International non-profit organization

Take Back the Night is an international event and non-profit organization with the mission of ending sexual, relationship, and domestic violence in all forms. Hundreds of events are held in over 30 countries annually. Events often include marches, rallies and vigils intended as a protest and direct action against rape and other forms of sexual, relationship and domestic violence. In 2001, a group of women who had participated in the earliest Take Back the Night marches, came together to form the Take Back the Night Foundation in support of the events throughout the United States and the world.

==History==
Take Back The Night traces back to its roots in the 1970s, when public outrage over violence against women in cities like Philadelphia, San Francisco, and Los Angeles inspired marches, rallies, and protests demanding safety and justice. Early actions included campus demonstrations, opposition to violent pornography, and international advocacy, leading to the widespread adoption of Take Back The Night marches across North America in the 1980s. The movement grew in visibility after tragedies like the 1989 Montreal Massacre and, throughout the 1990s, expanded into diverse events ranging from rallies and concerts to candlelight vigils, helping shape laws, policies, and awareness around victims’ rights. In 2001, the Take Back The Night Foundation (TBTNF) was formally established under the leadership of Katie Koestner, uniting event holders and amplifying survivor voices of all genders. Since then, TBTN has expanded into schools, corporations, sports teams, and global communities, supporting survivors through marches, arts, yoga, a 24/7 legal hotline, and international virtual events. Even through challenges like the COVID-19 pandemic, Take Back The Night has continued to build global partnerships and innovative platforms to empower survivors and advance the movement to end sexual violence worldwide.

==Events==
Events typically consist of a rally followed by a march and often a speak-out or candlelight vigil on violence against women. Early marches were often deliberately women-only in order to symbolize women's individual walk through darkness and to demonstrate that women united can resist fear and violence. (Most marches in the present day include men; the organization differs as each event is organized locally.) The women-only policies caused controversy on some campuses; activists argued that male allies and sexual assault survivors should be allowed to march in support of women and male victims of sexual violence.

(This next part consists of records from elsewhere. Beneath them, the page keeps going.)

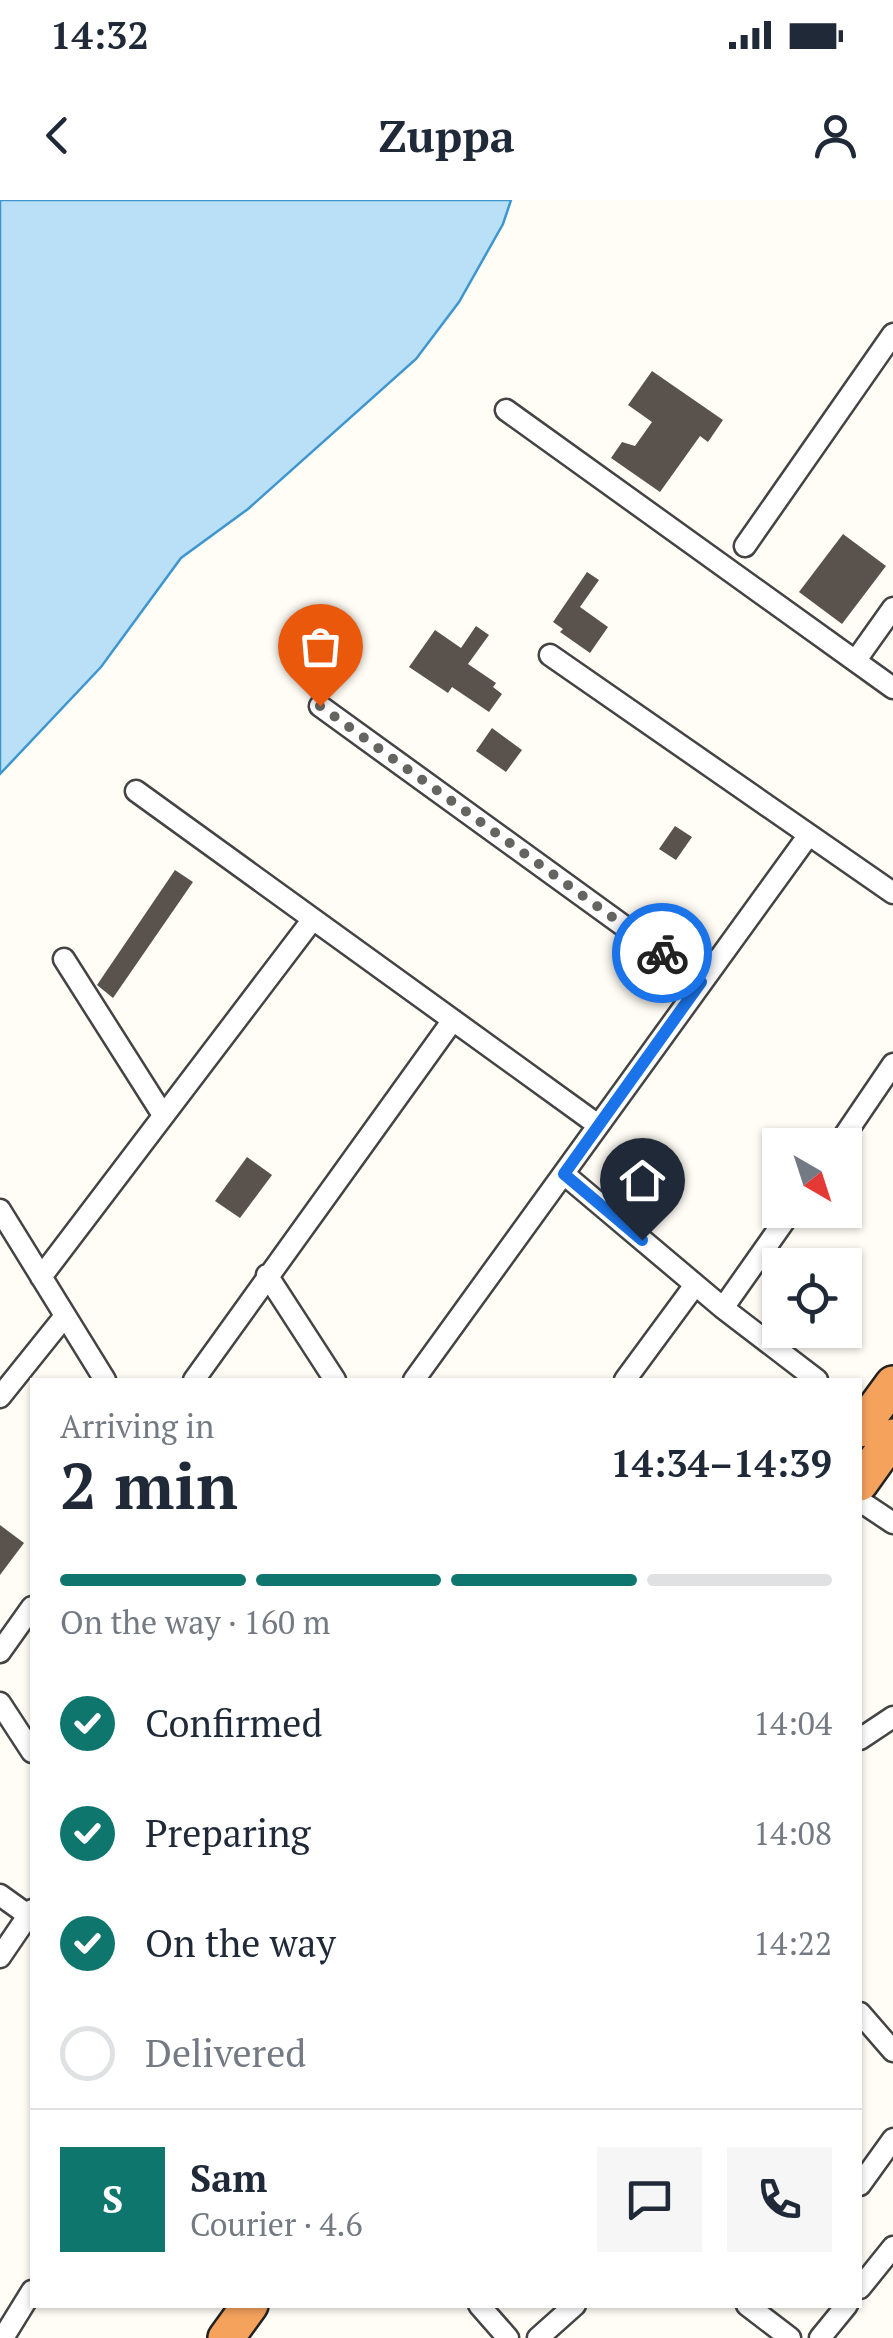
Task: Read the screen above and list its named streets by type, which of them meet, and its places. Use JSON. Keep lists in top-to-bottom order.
{
  "north": "bottom right",
  "page": {
    "status": "14:32",
    "header": "Zuppa",
    "heading": ["2 min", "Arriving in", "14:34–14:39"],
    "panel": ["Sam", "Courier · 4.6"],
    "bar": "On the way · 160 m",
    "list": [
      ["Confirmed", "14:04"],
      ["Preparing", "14:08"],
      ["On the way", "14:22"],
      "Delivered"
    ],
    "round": "S"
  }
}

In current practice, Take Back the Night events are not only inclusive of men, but include men as survivors, bystanders, and supporters. Many colleges, such as Wesleyan University in Connecticut, allow men to participate in speaking on their own experiences with sexual assault. Bowdoin College in Maine organizes a similar candlelight vigil and walk that encourages students of all genders to show solidarity for survivors on campus and in this nation. Michigan State University's Take Back the Night event includes a list of demands to the university community to end sexual violence.

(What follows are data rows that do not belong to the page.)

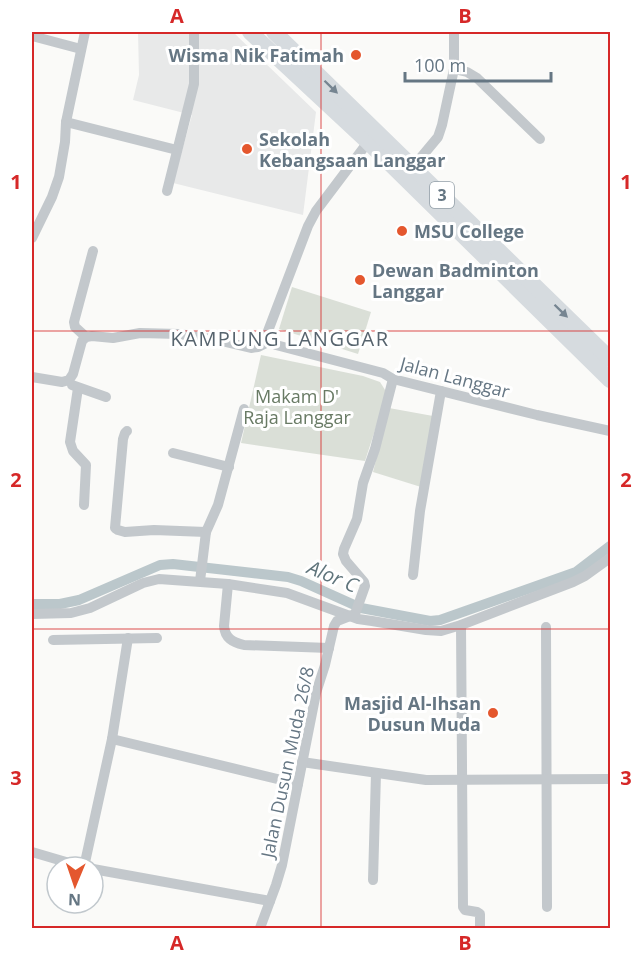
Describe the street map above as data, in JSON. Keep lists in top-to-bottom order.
{
  "streets": {
    "highway": ["3"],
    "street": ["Jalan Langgar", "Jalan Dusun Muda 26/8"]
  },
  "districts": ["KAMPUNG LANGGAR"],
  "water": ["Alor C"],
  "parks": ["Makam D' Raja Langgar"],
  "places": [
    "Wisma Nik Fatimah",
    "Sekolah Kebangsaan Langgar",
    "MSU College",
    "Dewan Badminton Langgar",
    "Masjid Al-Ihsan Dusun Muda"
  ],
  "scale_bar": "100 m",
  "north": "bottom",
  "grid": {
    "columns": ["A", "B"],
    "rows": ["1", "2", "3"]
  }
}
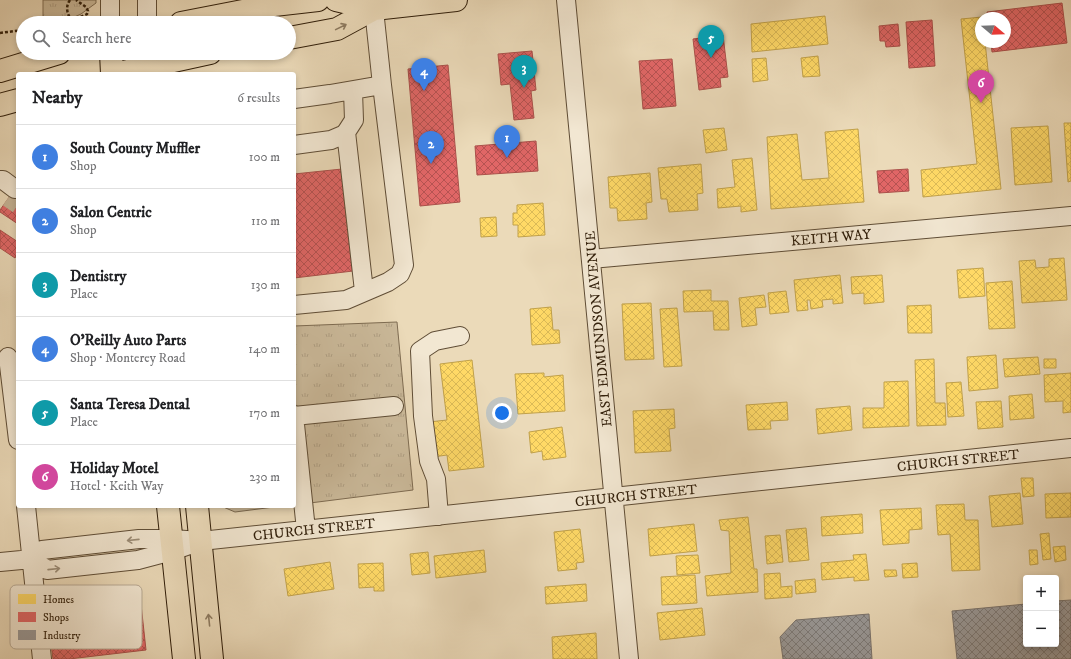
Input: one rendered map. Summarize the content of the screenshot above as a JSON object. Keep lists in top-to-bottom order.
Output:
{
  "streets": {
    "street": ["KEITH WAY", "EAST EDMUNDSON AVENUE", "CHURCH STREET"]
  },
  "crossings": [
    ["KEITH WAY", "EAST EDMUNDSON AVENUE"],
    ["EAST EDMUNDSON AVENUE", "CHURCH STREET"]
  ],
  "legend": ["Homes", "Shops", "Industry"],
  "north": "right",
  "page": {
    "search": "Search here",
    "pins": [
      "5",
      "3",
      "4",
      "6",
      "1",
      "2"
    ],
    "heading": ["Nearby", "6 results"],
    "list": [
      {
        "mark": "1",
        "name": "South County Muffler",
        "note": "Shop",
        "value": "100 m"
      },
      {
        "mark": "2",
        "name": "Salon Centric",
        "note": "Shop",
        "value": "110 m"
      },
      {
        "mark": "3",
        "name": "Dentistry",
        "note": "Place",
        "value": "130 m"
      },
      {
        "mark": "4",
        "name": "O'Reilly Auto Parts",
        "note": "Shop · Monterey Road",
        "value": "140 m"
      },
      {
        "mark": "5",
        "name": "Santa Teresa Dental",
        "note": "Place",
        "value": "170 m"
      },
      {
        "mark": "6",
        "name": "Holiday Motel",
        "note": "Hotel · Keith Way",
        "value": "230 m"
      }
    ],
    "map_buttons": ["+", "−"]
  }
}
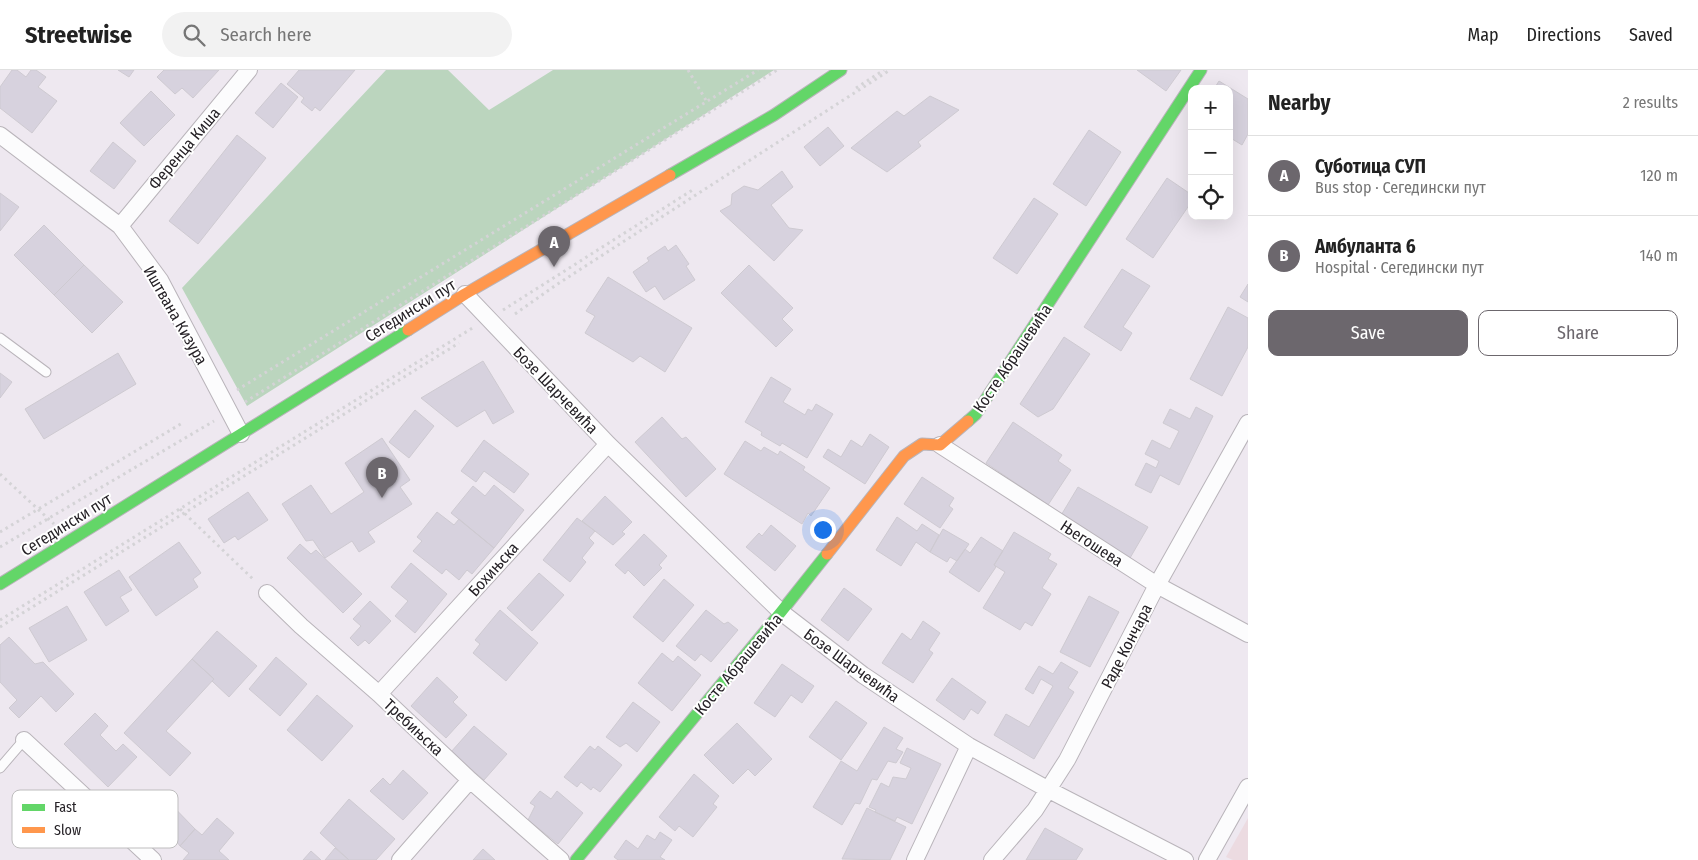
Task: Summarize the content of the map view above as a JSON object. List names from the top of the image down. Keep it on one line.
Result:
{"streets":{"street":["Ференца Киша","Сегедински пут","Иштвана Кизура","Косте Абрашевића","Бозе Шарчевића","Његошева","Бохињска","Раде Кончара","Требињска"]},"crossings":[["Ференца Киша","Иштвана Кизура"],["Сегедински пут","Иштвана Кизура"],["Сегедински пут","Бозе Шарчевића"],["Косте Абрашевића","Бозе Шарчевића"],["Косте Абрашевића","Његошева"],["Бозе Шарчевића","Бохињска"],["Бозе Шарчевића","Раде Кончара"],["Његошева","Раде Кончара"],["Бохињска","Требињска"]],"legend":["Fast","Slow"],"page":{"header":"Streetwise","search":"Search here","nav":["Map","Directions","Saved"],"heading":["Nearby","2 results"],"map_buttons":["+","−"],"list":[{"mark":"A","name":"Суботица СУП","note":"Bus stop · Сегедински пут","value":"120 m"},{"mark":"B","name":"Амбуланта 6","note":"Hospital · Сегедински пут","value":"140 m"}],"pins":["A","B"],"buttons":["Save","Share"]}}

While the march began as a way to protest the violence that women experienced while walking in public at night, the purpose of these marches was to speak out against this violence and raise community awareness as a preventive measure against future violence. The mission of Take Back the Night has since grown to encompass all forms of violence against all persons, though sexual violence against women is still the top focus. The word night was originally meant to be taken literally to express the fear that many women feel during the night but has since changed to symbolize a fear of
violence in general. This helps the movement incorporate other feminist concerns such as domestic violence and sexual abuse within the home. Take Back the Night events occur on college campuses, in major metropolitan areas, in small towns, on military bases, and even in high schools. International events have been documented in Australia, New Zealand, Japan, Bermuda, Canada, Italy, Poland, Germany, Hungary, India, England and many other countries. The common purpose is to advocate for the right of everyone to feel safe from sexual violence.

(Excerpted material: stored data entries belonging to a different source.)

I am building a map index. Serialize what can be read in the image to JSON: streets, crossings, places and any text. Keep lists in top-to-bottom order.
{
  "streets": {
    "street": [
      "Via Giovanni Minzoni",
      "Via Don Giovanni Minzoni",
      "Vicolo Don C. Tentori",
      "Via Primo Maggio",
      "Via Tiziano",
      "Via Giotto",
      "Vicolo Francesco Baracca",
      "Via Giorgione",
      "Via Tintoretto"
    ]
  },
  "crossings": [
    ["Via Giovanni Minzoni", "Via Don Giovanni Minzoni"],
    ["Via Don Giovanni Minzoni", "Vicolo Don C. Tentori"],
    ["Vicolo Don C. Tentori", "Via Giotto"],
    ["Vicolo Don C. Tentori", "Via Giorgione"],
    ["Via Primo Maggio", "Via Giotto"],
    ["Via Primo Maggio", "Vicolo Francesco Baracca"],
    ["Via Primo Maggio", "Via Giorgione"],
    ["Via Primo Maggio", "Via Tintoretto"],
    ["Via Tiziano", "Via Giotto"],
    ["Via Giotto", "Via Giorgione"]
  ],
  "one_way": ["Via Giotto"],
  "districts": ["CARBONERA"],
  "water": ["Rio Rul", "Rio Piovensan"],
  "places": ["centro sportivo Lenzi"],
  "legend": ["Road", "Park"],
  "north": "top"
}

Women are often told to be extra careful and take precautions when going out at night. In some parts of the world, even today, women are not allowed out at night. So when women struggle for freedom, we must start at the beginning by fighting for freedom of movement, which we have not had and do not now have. We must recognize that freedom of movement is a precondition for anything else. It comes before freedom of speech in importance because without it freedom of speech cannot in fact exist.
— The Night and Danger by Andrea Dworkin

On November 7, 2009, the first Take the Back the Night annual conference took place at Columbia University.

==Controversy and debate==
While some Take Back the Night marches encourage men to participate, others still refuse to allow men to be involved under the claim of creating a safe space for women. Several critics have argued that this ignores the struggles of male victims and fails to provide them male role models, as well as implying the need to "take back the night" from all men, not just those who are perpetrators of sexual violence. Advocacy for having a broad coalition of participants including men, women, and transgender individuals alike has come from many different commentators in a variety of publications.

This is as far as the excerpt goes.